What is being asked »
A single number is the answer: the count of lines below that contain "shadow".

Provided data »
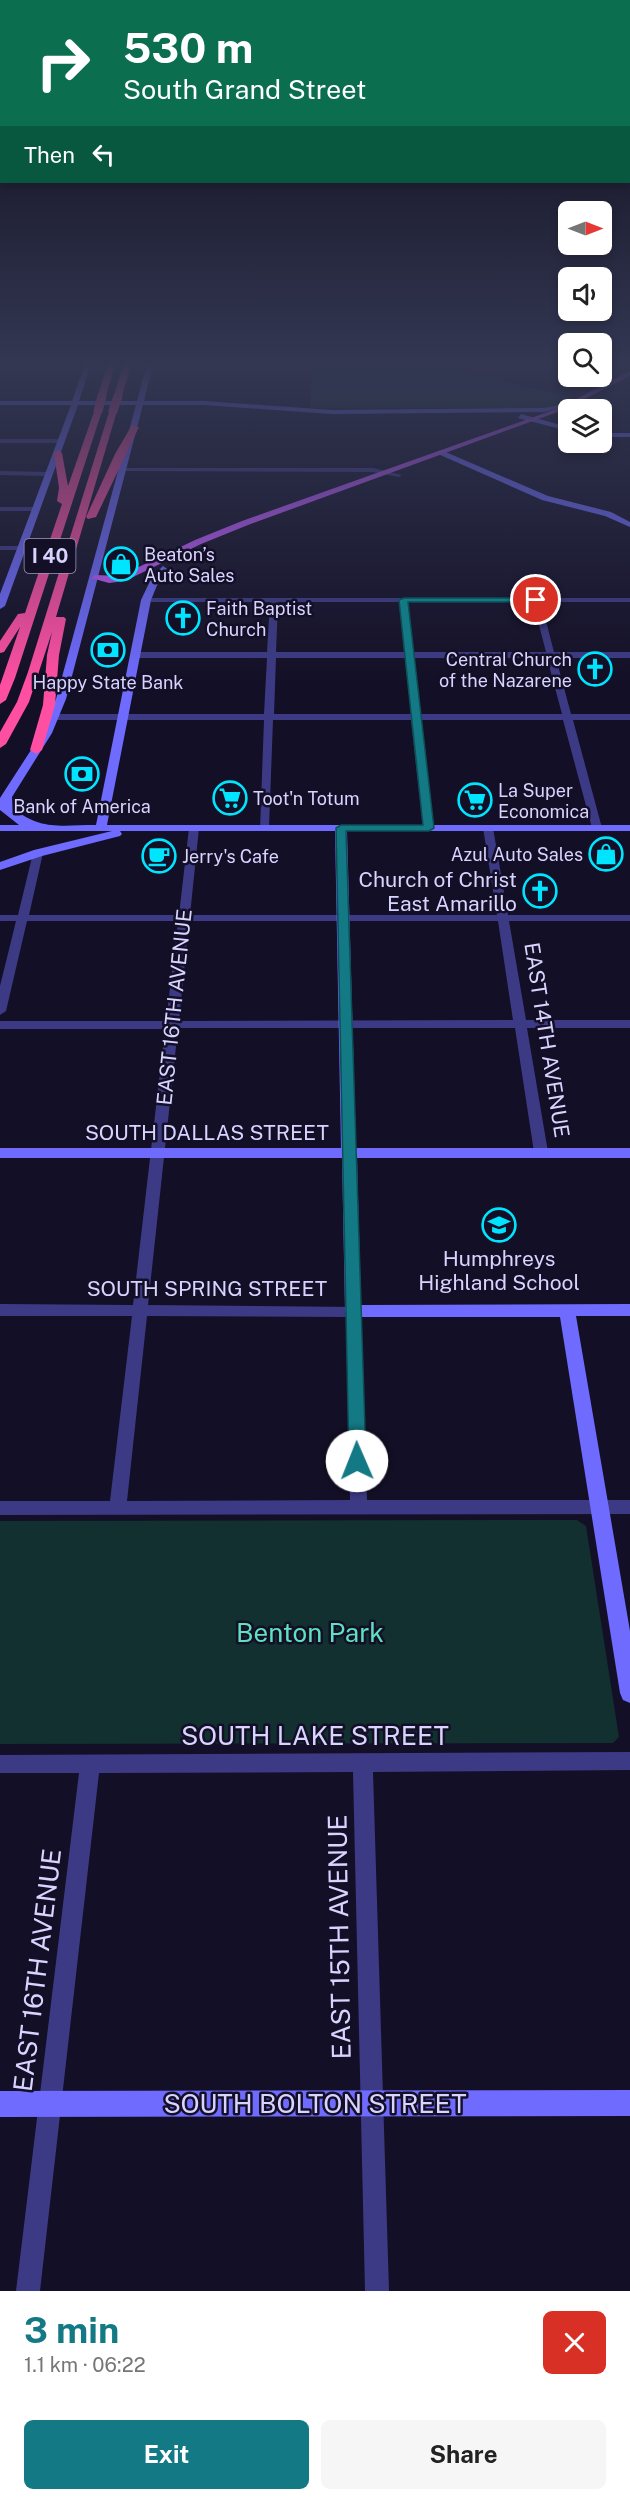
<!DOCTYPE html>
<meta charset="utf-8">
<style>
body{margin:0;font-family:"Public Sans",sans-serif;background:#f6f6f6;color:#222;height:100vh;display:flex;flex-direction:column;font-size:22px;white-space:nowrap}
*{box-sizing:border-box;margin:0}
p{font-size:20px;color:#767676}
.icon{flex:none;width:33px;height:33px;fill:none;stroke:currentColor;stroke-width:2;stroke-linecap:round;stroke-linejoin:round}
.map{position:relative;height:2291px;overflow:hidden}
.panel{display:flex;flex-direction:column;background:#fff;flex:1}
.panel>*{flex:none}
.banner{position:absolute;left:0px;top:0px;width:630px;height:183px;box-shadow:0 3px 9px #0003;background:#0b6e4f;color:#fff;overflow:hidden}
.needle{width:39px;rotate:90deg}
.tools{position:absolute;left:558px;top:201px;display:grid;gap:12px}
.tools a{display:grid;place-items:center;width:54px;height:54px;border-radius:9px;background:#fff;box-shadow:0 3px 9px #0003;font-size:30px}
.pin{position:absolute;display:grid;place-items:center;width:51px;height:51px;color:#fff;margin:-26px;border:3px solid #fff;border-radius:50%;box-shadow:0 2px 6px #0007}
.me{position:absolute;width:66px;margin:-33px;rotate:359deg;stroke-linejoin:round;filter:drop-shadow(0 0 4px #0008)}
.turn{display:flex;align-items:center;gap:21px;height:126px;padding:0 24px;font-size:27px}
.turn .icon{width:78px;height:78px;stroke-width:2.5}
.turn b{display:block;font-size:42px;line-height:51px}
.then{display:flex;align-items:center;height:57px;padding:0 24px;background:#0003;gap:12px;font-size:22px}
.round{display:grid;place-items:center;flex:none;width:63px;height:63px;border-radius:9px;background:#f6f6f6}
.summary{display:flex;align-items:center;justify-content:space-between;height:102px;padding:0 24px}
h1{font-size:36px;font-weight:700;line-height:45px;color:#137a85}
.action{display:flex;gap:12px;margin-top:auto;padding:12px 24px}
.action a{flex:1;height:69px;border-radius:9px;background:#137a85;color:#fff;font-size:24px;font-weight:700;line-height:69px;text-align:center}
.action a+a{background:#f6f6f6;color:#222}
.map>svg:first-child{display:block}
.green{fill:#12302f}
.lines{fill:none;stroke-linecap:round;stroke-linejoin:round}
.street{fill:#3d3a85;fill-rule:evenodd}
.secondary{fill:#6f6bff;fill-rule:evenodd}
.primary{fill:#c25bff;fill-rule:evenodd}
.highway{fill:#ff4fa3;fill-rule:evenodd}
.highway-bridge{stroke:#ff4fa3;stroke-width:9}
.route{fill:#137a85;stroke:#0c4f56;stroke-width:1.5}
.labels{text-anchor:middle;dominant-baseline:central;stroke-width:5;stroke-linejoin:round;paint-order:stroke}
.far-poi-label{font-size:18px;fill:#d9d4ff;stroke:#130f26;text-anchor:start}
.shield{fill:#130f26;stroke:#9e99be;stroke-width:1.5}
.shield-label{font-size:20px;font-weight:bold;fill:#d9d4ff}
.poi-label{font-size:21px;fill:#d9d4ff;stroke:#130f26;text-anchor:end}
.street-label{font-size:21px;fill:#d9d4ff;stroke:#130f26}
.near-park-label{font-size:26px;fill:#5fe0c0;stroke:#130f26}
.near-street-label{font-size:26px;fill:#d9d4ff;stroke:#130f26}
</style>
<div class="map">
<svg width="630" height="2291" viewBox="0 0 630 2291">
<rect width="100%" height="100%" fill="#130f26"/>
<!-- green -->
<g class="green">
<path d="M311,364H485L461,372L573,397L556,405L542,408H310Z"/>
<path d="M577,1520L586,1526L619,1737L613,1743L0,1744V1521Z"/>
</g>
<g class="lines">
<!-- street -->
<g class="street">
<path d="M0,439H62L65,441L62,443H0Z"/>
<path d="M123,468H373L402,475L399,477L373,472L121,471Z"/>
<path d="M0,471L49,472L52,474L49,476L0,475Z"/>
<path d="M0,507H35L39,509L35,511H0Z"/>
<path d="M0,546H22L26,548L22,550H0Z"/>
<path d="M143,598H630V602H541L554,652H630V658H556L571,714H630V720H573L602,828L597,831L592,828L563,720H421L433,828L428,831L423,828L411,720H273L269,828L264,831L260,830L264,720H55L50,717L55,714H264L267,658H135L131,655L135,652H267L270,602H143ZM278,602H399L404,652H276ZM407,602H533L546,652H413ZM276,658H405L411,714H274ZM414,658H547L562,714H420Z"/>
<path d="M194,825L199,828L190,915H497L483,828L488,825L493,828L508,915H630V921H509L526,1020H630V1028H527L548,1152L541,1157L534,1152L515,1028H178L148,1305L358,1307L361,1311L367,1500H630V1514L0,1515V1501H110L132,1316H0V1304L133,1305L165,1029H0V1021H166L178,921H27L6,1011L0,1015V986L16,921H0V915H18L33,853L38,850L43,853L29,915H179L189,828ZM189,921H498L513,1020L179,1021ZM147,1316L346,1317L350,1500L127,1501Z"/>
<path d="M630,1752V1770L373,1772L389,2291H365L353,1772L99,1773L40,2291H16L79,1773H0V1755Z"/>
</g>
<!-- secondary -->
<g class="secondary">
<path d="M85,364H91L79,401H137L147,364H153L144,401H204L332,410L544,408L569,403L572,405L544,412L332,414L204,405H143L66,699L52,733L12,797L13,808C41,831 61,825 96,825L141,600L152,577L163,566L167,569L160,578L151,600L107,825H630V831H347L356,1148H630V1158H357L361,1305L630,1304V1316H576L630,1631V1703L623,1700L620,1693L560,1317H353L347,1315L345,1311L342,1158H0V1148H341L335,831H120L122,834L120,836L42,856L0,870V862L34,850L112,831H0V825H19L0,810V798L42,733L56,699L136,405H78L5,606L0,609V594L71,405H0V401H72Z"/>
<path d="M521,414L568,427V431L518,418Z"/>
<rect x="602" y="433" width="28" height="4"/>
<path d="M441,450L548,496L611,512L630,522V527L605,516L542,500L438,454L437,452Z"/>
<path d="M630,2090V2116L0,2117V2091Z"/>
</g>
<!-- primary -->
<path class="primary" d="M630,371V376L563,410L248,525L201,544L125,581L109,583L91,578L95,575L120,576L195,540L242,521L559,408Z"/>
<!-- highway -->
<g class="highway">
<path d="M107,364H115L106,396L102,398L98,396Z"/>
<path d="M123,364H131L122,396L118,398L114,396Z"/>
<path d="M95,409L102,411L15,678L6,700L0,704V685L20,627L4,652L0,653V641L18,614L25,613L62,504L57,501L59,488L54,453L58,450L62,453L68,486Z"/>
<path d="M110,409L117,411L56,617H64L66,619L59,655L55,705L42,750L36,754L30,750L43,705L47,655L52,632L29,702L6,744L0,748V732L17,702L28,672Z"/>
<path d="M132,425L139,427L96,517L88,519L86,517L115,454Z"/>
</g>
<!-- highway-bridge -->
<g class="highway-bridge">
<path d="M98,411L102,396"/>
<path d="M113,411L118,396"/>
</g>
</g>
<!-- sky -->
<linearGradient id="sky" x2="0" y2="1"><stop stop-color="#0a0815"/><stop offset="0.53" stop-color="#333752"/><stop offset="1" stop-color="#333752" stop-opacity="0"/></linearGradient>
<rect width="630" height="685" fill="url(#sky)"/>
<!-- route -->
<path class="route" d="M404,598H536L540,600L536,602H408L434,828L429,831H346L366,1461L363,1466L357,1468L352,1466L349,1461L336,828L341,825H423L399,600Z"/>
<!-- icons -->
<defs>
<symbol id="shop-ring" viewBox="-11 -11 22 22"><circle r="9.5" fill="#130f26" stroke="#00e5ff" stroke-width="1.5"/><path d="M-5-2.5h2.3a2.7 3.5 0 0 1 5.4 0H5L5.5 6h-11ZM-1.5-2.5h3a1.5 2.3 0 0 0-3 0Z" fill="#00e5ff"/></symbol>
<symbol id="church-ring" viewBox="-11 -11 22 22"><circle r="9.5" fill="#130f26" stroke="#00e5ff" stroke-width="1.5"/><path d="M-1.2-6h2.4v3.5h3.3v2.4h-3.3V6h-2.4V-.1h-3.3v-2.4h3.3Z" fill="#00e5ff"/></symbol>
<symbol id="bank-ring" viewBox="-11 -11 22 22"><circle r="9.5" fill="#130f26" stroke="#00e5ff" stroke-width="1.5"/><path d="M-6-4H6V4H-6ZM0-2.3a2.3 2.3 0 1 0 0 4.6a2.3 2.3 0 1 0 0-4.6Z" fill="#00e5ff"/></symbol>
<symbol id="supermarket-ring" viewBox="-11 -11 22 22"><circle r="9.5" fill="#130f26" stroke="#00e5ff" stroke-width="1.5"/><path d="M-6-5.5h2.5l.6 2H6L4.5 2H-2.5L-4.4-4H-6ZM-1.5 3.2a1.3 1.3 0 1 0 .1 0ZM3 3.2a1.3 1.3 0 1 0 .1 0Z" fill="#00e5ff"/></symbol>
<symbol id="cafe-ring" viewBox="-11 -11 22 22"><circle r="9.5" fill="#130f26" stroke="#00e5ff" stroke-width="1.5"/><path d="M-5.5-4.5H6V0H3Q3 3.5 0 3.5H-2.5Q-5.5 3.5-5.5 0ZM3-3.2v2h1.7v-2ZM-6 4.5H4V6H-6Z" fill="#00e5ff"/></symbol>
<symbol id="school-ring" viewBox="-11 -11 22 22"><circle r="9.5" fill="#130f26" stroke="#00e5ff" stroke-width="1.5"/><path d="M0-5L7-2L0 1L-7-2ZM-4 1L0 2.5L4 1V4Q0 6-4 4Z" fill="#00e5ff"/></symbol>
</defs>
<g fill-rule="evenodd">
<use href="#shop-ring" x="102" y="545" width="38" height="38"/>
<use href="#church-ring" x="164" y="599" width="38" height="38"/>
<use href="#bank-ring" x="89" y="631" width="38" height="38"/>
<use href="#church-ring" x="576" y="650" width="38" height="38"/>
<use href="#bank-ring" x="63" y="755" width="38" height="38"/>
<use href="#supermarket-ring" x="211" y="779" width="38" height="38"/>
<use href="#supermarket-ring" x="456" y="781" width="38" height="38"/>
<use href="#shop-ring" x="587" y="835" width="38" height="38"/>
<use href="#cafe-ring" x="140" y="837" width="38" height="38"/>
<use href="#church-ring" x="521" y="872" width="38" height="38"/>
<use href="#school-ring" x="480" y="1206" width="38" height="38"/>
</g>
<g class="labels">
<!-- far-poi labels -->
<g class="far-poi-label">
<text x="144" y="554">Beaton’s<tspan x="144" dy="21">Auto Sales</tspan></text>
<text x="206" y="608">Faith Baptist<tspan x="206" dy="21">Church</tspan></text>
<text x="572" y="659" text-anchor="end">Central Church<tspan x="572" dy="21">of the Nazarene</tspan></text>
<text x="108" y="682" text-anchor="middle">Happy State Bank</text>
<text x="498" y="790">La Super<tspan x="498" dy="21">Economica</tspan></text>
<text x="253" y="798">Toot'n Totum</text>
<text x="82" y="806" text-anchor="middle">Bank of America</text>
<text x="583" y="854" text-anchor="end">Azul Auto Sales</text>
<text x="182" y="856">Jerry's Cafe</text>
</g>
<!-- shield labels -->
<rect class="shield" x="24.5" y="539" width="51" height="34" rx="4.5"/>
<g class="shield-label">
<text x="50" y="556">I 40</text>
</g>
<!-- poi labels -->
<g class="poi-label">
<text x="517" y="879">Church of Christ<tspan x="517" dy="24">East Amarillo</tspan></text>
<text x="499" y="1258" text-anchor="middle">Humphreys<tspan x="499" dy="24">Highland School</tspan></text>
</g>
<!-- street labels -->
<g class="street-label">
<text transform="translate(174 1007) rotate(-84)">EAST 16TH AVENUE</text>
<text transform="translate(547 1040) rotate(81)">EAST 14TH AVENUE</text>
<text x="207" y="1132">SOUTH DALLAS STREET</text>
<text x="207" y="1288">SOUTH SPRING STREET</text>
</g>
<!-- near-park labels -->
<g class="near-park-label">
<text x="310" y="1632">Benton Park</text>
</g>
<!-- near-street labels -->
<g class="near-street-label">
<text x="315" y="1735">SOUTH LAKE STREET</text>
<text transform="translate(339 1937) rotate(-91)">EAST 15TH AVENUE</text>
<text transform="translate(37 1970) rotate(-83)">EAST 16TH AVENUE</text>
<text x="315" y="2103">SOUTH BOLTON STREET</text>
</g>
</g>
</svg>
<div class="tools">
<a><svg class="needle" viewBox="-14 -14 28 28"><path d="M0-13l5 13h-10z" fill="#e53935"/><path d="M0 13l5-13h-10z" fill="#767676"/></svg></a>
<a><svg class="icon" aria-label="sound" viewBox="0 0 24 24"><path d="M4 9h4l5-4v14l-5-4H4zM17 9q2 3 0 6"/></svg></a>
<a><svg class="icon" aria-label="search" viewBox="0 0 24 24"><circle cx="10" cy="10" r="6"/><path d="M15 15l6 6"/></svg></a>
<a><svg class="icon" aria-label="layers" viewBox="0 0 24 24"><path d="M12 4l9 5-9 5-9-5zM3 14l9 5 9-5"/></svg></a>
</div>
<div class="pin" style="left:536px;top:600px;background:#d93025"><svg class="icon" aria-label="arrive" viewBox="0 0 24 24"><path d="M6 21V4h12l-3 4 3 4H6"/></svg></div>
<svg class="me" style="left:357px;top:1461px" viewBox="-20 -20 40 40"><circle r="19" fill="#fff"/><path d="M0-13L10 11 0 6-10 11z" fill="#137a85"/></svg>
<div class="banner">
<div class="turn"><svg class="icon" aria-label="right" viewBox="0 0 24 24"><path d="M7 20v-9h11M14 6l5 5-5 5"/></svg><div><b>530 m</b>South Grand Street</div></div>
<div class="then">Then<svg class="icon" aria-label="left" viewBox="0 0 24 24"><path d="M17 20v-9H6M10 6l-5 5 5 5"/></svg></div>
</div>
</div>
<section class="panel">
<div class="summary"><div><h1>3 min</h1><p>1.1 km · 06:22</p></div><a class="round" style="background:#d93025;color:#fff"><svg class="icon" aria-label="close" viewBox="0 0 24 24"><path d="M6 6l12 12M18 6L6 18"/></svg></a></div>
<div class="action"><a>Exit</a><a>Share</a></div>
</section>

Response box »
4